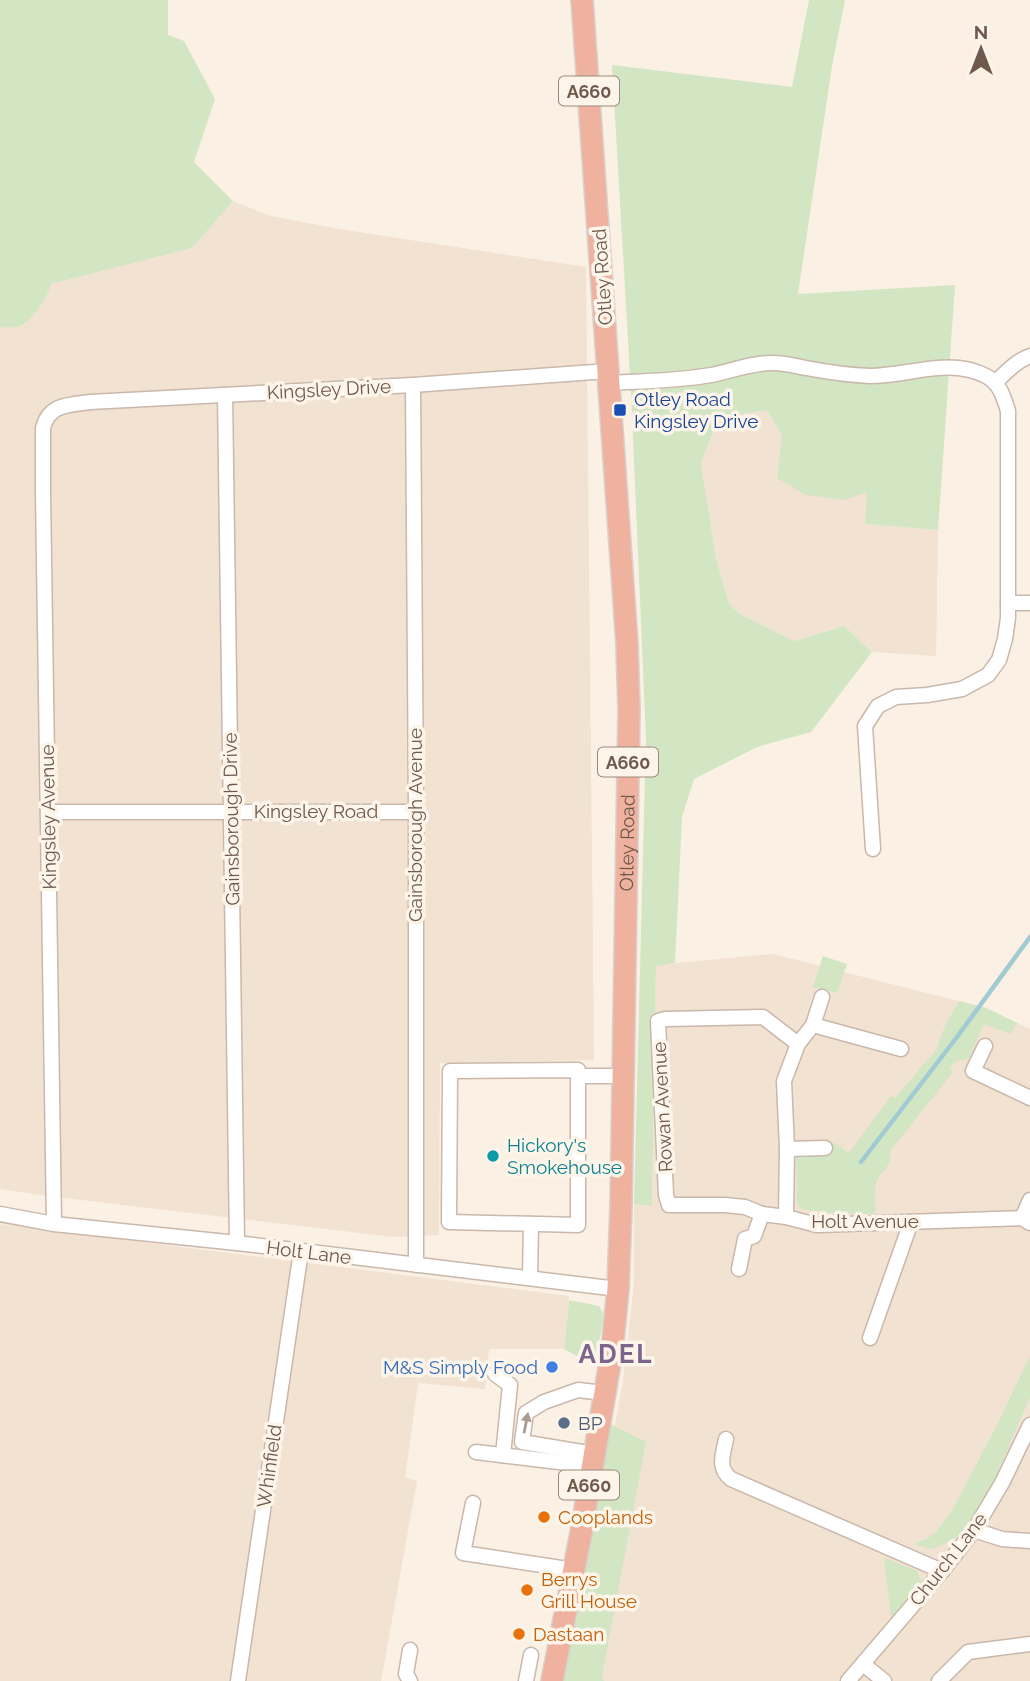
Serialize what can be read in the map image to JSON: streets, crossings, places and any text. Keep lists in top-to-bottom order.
{
  "streets": {
    "highway": ["A660", "Otley Road"],
    "street": [
      "Kingsley Drive",
      "Kingsley Road",
      "Kingsley Avenue",
      "Gainsborough Drive",
      "Gainsborough Avenue",
      "Rowan Avenue",
      "Holt Avenue",
      "Holt Lane",
      "Whinfield",
      "Church Lane"
    ]
  },
  "crossings": [
    ["Otley Road", "Kingsley Drive"],
    ["Otley Road", "Holt Lane"],
    ["Kingsley Drive", "Kingsley Avenue"],
    ["Kingsley Drive", "Gainsborough Drive"],
    ["Kingsley Drive", "Gainsborough Avenue"],
    ["Kingsley Road", "Kingsley Avenue"],
    ["Kingsley Road", "Gainsborough Drive"],
    ["Kingsley Road", "Gainsborough Avenue"],
    ["Kingsley Avenue", "Holt Lane"],
    ["Gainsborough Drive", "Holt Lane"],
    ["Gainsborough Avenue", "Holt Lane"],
    ["Rowan Avenue", "Holt Avenue"],
    ["Holt Lane", "Whinfield"]
  ],
  "districts": ["ADEL"],
  "places": {
    "transit": ["Otley Road Kingsley Drive"],
    "other": [
      "Hickory's Smokehouse",
      "M&S Simply Food",
      "BP",
      "Cooplands",
      "Berrys Grill House",
      "Dastaan"
    ]
  },
  "north": "top"
}
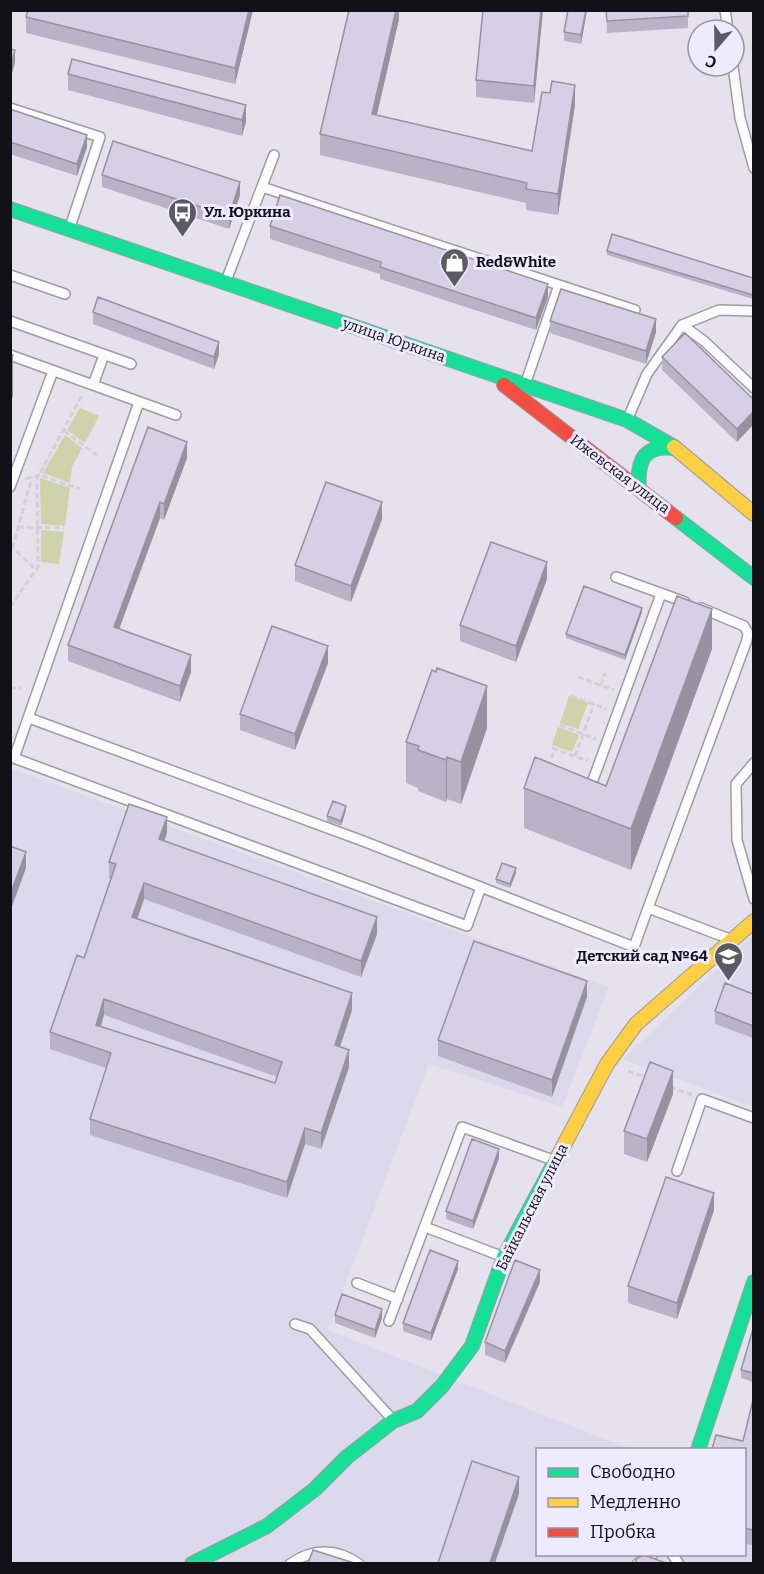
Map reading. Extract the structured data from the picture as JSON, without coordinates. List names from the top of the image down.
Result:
{
  "streets": {
    "street": ["улица Юркина", "Ижевская улица", "Байкальская улица"]
  },
  "crossings": [
    ["улица Юркина", "Ижевская улица"]
  ],
  "places": {
    "bus stop": ["Ул. Юркина"],
    "shop": ["Red&White"],
    "school or university": ["Детский сад №64"]
  },
  "legend": ["Свободно", "Медленно", "Пробка"],
  "north": "bottom"
}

■ EXERCISE REQUIREMENTS:
Reproduce, unchanged, the line containing "Map reading. Extract" and each line after it through the end of the listing above, and nothing else.

■ RESULT FOR THIS TASK:
Map reading. Extract the structured data from the picture as JSON, without coordinates. List names from the top of the image down.
Result:
{
  "streets": {
    "street": ["улица Юркина", "Ижевская улица", "Байкальская улица"]
  },
  "crossings": [
    ["улица Юркина", "Ижевская улица"]
  ],
  "places": {
    "bus stop": ["Ул. Юркина"],
    "shop": ["Red&White"],
    "school or university": ["Детский сад №64"]
  },
  "legend": ["Свободно", "Медленно", "Пробка"],
  "north": "bottom"
}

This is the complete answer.